The important thing is that the fish is very fresh and the ingredients are excellent.
After all, it is known that our beloved Mediterranean cuisine is based on genuine and simple products; fish does not need special ingredients; in fact, the fewer there are, the more you can appreciate its qualities.
The sea bream, a prized fish from our seas, with tender and delicate flesh, is perfect for cooking in salt or en papillote. So I chose to bake it and flavor it with the flavors I love the most and that I have already listed for you!
It can be presented whole, with all the aromas and ingredients used around it, but it is also beautiful to present at special occasions when filleted!
OTHER INTERESTING RECIPES:
- Difficulty: Very Easy
- Cost: Medium
- Preparation time: 10 Minutes
- Portions: 4
- Cooking methods: Oven
- Cuisine: Italian
- Seasonality: Autumn, Winter, and Spring, All Seasons
Ingredients
Mediterranean Sea Bream
- 2.2 lbs sea bream
- 8 sun-dried tomatoes in oil
- 3.5 oz peeled cherry tomatoes (yellow)
- 1 tbsp capers in vinegar
- 1 clove garlic
- 1 tsp juniper berry
- to taste parsley
- to taste dried oregano
- 1 pinch fine salt
- 1.1 lbs clams
Preparation of Mediterranean Sea Bream
– Gut and scale the sea bream (an operation your fishmonger can also do), then wash it under running water.
– Place the fish in a large baking dish and surround it with sun-dried tomatoes (well patted first), yellow cherry tomatoes, and all the ingredients.

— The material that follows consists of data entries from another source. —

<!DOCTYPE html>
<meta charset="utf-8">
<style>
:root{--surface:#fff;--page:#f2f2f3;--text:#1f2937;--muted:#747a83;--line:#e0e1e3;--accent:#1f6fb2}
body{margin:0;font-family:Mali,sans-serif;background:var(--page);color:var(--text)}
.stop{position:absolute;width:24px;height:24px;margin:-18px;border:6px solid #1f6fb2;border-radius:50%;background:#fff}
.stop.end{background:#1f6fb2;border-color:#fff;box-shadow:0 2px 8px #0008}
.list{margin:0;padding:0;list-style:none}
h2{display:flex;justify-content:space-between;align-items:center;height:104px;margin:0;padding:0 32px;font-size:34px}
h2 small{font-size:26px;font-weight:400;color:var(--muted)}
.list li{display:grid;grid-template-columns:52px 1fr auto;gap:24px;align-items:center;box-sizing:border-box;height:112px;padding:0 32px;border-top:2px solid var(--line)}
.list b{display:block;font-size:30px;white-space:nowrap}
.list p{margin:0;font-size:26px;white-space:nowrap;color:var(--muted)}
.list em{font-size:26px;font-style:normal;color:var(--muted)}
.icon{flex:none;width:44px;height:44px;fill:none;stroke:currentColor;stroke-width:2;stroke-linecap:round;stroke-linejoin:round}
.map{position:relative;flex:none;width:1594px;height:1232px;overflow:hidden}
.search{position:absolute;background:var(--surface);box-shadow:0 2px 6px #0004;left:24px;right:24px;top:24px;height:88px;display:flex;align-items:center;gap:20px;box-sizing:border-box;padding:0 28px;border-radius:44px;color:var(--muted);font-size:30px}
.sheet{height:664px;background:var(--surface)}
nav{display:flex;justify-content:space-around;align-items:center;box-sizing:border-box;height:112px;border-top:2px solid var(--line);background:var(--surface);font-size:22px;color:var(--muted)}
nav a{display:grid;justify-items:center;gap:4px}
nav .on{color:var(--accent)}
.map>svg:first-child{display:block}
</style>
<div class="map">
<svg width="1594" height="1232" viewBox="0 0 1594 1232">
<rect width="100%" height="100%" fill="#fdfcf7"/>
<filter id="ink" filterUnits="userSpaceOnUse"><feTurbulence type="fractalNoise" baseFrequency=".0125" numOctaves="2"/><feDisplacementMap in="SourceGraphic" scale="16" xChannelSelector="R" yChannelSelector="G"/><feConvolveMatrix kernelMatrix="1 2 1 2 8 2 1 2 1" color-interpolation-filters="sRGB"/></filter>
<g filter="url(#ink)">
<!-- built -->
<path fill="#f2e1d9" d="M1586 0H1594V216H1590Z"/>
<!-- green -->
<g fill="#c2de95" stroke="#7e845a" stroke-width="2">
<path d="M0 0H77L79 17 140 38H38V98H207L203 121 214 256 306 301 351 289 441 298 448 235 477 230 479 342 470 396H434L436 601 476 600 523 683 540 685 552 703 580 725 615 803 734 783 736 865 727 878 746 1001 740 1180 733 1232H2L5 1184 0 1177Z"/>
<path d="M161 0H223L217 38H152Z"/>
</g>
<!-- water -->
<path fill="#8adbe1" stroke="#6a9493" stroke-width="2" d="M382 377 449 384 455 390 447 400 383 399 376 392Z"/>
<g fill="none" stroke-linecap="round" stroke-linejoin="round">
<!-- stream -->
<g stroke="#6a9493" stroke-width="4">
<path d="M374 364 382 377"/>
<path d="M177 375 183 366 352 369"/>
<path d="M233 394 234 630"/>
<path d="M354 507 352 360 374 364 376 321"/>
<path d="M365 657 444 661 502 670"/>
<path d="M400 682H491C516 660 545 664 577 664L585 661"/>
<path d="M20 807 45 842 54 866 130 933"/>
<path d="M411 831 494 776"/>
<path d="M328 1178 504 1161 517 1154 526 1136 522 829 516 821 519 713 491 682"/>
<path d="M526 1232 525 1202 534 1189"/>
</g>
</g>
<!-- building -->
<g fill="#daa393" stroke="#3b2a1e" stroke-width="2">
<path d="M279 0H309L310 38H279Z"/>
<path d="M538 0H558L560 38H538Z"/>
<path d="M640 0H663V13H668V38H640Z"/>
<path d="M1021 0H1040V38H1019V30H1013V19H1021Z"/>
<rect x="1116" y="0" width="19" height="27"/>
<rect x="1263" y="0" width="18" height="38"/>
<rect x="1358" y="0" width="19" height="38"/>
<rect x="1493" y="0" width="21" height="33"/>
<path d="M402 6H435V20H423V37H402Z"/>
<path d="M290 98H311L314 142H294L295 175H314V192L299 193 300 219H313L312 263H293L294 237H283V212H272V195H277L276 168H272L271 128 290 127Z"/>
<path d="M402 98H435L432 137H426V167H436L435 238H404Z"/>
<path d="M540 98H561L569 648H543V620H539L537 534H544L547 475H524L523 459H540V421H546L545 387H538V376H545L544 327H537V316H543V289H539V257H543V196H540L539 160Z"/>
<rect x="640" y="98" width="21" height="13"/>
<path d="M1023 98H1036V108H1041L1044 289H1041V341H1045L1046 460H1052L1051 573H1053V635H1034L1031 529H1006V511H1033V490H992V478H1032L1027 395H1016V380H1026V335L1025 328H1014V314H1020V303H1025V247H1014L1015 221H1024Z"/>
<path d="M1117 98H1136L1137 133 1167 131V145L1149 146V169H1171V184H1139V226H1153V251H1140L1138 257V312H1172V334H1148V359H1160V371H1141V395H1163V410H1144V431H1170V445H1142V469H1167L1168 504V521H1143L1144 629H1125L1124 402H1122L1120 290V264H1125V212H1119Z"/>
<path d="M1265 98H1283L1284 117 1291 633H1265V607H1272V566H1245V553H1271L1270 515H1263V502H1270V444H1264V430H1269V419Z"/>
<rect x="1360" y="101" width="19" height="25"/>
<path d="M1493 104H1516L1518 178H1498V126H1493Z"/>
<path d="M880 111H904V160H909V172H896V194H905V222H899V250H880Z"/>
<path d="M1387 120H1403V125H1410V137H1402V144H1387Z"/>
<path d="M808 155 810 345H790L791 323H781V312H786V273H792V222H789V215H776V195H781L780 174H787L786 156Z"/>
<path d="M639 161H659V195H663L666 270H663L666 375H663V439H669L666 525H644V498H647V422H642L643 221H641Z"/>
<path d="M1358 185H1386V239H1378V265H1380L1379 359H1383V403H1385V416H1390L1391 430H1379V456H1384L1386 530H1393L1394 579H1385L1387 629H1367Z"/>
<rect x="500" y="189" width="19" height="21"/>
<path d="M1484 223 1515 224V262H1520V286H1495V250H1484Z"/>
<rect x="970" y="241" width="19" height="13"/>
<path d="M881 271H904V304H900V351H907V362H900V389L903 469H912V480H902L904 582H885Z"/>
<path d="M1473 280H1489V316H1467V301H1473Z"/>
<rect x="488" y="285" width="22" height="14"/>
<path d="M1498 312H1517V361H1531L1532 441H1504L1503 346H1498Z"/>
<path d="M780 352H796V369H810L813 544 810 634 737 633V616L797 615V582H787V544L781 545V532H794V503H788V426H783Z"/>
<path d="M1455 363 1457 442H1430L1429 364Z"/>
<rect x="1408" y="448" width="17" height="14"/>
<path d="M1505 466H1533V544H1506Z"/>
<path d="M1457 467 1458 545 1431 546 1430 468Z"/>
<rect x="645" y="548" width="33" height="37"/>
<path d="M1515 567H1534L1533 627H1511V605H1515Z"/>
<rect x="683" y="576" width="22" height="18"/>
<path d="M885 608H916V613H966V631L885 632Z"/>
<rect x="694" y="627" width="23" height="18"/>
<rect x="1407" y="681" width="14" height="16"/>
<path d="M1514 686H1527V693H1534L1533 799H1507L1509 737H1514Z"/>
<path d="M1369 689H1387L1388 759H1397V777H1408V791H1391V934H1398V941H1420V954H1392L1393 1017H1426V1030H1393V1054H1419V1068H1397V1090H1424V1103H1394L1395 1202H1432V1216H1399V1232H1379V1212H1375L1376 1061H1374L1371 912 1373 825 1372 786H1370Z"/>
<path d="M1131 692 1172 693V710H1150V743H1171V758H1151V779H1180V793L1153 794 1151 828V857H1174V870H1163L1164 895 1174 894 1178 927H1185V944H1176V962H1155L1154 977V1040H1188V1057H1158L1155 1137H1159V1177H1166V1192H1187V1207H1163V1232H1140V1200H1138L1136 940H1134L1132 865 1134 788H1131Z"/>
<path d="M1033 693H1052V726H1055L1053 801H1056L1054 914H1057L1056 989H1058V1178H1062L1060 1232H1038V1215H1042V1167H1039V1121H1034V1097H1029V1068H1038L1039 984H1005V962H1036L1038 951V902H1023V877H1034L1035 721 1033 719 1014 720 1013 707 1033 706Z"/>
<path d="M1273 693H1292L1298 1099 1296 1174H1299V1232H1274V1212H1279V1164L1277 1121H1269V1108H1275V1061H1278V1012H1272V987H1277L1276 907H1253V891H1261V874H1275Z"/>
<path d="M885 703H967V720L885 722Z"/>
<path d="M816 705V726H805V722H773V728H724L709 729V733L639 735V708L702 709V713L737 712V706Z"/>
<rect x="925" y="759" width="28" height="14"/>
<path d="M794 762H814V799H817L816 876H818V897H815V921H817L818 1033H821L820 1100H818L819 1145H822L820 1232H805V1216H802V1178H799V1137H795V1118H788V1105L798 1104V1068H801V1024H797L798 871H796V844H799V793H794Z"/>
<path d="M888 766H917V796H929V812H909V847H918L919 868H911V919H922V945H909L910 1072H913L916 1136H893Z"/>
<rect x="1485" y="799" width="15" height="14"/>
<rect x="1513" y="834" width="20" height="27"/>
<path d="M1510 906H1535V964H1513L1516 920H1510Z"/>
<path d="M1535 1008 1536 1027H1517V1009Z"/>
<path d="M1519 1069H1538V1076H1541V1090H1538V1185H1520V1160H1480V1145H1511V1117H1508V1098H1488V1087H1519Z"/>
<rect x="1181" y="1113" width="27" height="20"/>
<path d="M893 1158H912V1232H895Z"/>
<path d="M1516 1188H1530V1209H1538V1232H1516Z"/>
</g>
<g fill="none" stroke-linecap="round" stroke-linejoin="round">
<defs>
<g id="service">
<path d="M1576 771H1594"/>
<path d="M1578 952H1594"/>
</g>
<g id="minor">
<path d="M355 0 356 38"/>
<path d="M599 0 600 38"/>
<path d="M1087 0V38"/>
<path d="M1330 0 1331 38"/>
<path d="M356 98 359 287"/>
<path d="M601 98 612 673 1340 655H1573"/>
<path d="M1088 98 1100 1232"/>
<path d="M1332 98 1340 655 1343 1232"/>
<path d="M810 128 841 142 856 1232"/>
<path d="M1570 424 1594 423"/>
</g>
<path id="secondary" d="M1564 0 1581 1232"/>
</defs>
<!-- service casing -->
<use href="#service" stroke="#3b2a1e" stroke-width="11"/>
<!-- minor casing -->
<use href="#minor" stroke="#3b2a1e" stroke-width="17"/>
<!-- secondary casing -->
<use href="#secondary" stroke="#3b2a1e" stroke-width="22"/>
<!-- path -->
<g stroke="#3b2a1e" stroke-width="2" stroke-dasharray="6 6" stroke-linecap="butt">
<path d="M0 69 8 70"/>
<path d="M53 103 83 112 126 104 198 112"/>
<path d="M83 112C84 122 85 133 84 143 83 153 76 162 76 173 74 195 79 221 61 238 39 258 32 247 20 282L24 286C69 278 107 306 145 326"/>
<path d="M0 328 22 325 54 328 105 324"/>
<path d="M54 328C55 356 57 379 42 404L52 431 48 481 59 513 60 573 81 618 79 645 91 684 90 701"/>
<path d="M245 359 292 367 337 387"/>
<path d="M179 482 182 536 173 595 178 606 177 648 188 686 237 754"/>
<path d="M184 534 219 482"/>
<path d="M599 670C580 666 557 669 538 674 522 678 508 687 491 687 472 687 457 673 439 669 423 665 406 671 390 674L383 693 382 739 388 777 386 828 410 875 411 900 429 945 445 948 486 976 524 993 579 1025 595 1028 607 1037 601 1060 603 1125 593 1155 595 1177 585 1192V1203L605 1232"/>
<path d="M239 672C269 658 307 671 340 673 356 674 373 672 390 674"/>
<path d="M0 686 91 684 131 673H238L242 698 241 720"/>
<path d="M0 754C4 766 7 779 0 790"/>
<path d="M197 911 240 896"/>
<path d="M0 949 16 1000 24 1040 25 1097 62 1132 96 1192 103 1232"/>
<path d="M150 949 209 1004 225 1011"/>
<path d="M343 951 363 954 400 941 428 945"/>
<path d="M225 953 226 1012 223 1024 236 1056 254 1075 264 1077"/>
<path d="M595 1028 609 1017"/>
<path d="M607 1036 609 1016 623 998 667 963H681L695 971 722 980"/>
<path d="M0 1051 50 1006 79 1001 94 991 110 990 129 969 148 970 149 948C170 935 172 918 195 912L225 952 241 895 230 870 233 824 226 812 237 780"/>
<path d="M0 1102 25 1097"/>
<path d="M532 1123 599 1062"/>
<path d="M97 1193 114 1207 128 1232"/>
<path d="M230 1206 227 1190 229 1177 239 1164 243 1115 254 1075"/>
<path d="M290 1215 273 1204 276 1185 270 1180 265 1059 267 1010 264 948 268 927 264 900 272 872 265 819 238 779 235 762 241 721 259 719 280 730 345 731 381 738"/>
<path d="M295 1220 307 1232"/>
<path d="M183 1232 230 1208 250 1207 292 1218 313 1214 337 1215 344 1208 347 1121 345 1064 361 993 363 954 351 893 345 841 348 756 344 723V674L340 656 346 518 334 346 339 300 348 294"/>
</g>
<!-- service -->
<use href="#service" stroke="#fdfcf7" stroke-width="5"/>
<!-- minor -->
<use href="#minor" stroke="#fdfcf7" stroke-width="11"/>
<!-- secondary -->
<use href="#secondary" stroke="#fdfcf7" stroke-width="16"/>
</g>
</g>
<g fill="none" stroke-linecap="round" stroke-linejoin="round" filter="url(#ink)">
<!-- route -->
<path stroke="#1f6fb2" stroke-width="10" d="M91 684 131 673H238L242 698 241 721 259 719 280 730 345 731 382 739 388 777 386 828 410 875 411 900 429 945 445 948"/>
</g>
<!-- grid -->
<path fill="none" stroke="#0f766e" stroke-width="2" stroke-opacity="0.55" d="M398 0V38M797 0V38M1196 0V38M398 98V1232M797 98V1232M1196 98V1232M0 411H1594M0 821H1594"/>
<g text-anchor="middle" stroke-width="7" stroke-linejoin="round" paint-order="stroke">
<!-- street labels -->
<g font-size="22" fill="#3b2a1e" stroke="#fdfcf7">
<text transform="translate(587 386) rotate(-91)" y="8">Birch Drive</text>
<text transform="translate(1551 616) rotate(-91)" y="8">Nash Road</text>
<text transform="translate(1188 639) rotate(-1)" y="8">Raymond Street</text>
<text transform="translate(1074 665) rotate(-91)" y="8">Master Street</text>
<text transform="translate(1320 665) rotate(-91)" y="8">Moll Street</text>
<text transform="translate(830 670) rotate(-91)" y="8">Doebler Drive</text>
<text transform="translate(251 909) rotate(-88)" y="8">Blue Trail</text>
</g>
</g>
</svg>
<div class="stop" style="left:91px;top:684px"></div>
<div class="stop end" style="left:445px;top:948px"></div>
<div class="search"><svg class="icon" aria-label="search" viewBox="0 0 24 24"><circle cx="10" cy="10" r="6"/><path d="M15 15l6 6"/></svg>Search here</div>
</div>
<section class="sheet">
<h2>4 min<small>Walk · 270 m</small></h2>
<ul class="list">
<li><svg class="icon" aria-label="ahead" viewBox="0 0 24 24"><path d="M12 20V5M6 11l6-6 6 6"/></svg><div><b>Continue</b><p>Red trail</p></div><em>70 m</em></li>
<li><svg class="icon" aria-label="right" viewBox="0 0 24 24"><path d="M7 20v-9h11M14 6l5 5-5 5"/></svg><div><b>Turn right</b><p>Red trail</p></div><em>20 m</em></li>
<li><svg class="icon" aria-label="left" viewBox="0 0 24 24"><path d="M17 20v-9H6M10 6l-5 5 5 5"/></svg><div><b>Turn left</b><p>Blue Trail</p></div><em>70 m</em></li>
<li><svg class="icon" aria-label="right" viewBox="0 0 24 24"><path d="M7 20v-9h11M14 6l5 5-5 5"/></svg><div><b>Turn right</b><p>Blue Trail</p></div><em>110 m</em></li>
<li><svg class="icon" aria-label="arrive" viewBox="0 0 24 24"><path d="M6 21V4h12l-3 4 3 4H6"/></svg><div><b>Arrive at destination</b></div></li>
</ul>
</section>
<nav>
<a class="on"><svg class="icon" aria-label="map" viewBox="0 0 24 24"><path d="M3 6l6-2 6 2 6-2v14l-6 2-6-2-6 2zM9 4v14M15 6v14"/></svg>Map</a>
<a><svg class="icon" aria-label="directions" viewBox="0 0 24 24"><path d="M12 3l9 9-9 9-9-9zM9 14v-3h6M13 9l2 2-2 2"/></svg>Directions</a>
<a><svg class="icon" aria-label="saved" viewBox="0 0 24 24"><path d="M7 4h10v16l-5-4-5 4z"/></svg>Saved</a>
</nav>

– Add the closed clams, salt, and pepper (to taste).
– Drizzle everything with oil and cover the baking dish first with a sheet of damp and squeezed parchment paper and then with a sheet of aluminum foil.
– Cook in a preheated oven at 350°F for at least half an hour.
– Out of the oven, place the sea bream on a cutting board and fillet it, removing the head and backbone, including any bones.
– Arrange the fillets on a platter, season with the ingredients from the baking dish and the opened clams with shells; drizzle everything with the cooking juices, a pinch of oregano, and fresh parsley, and serve.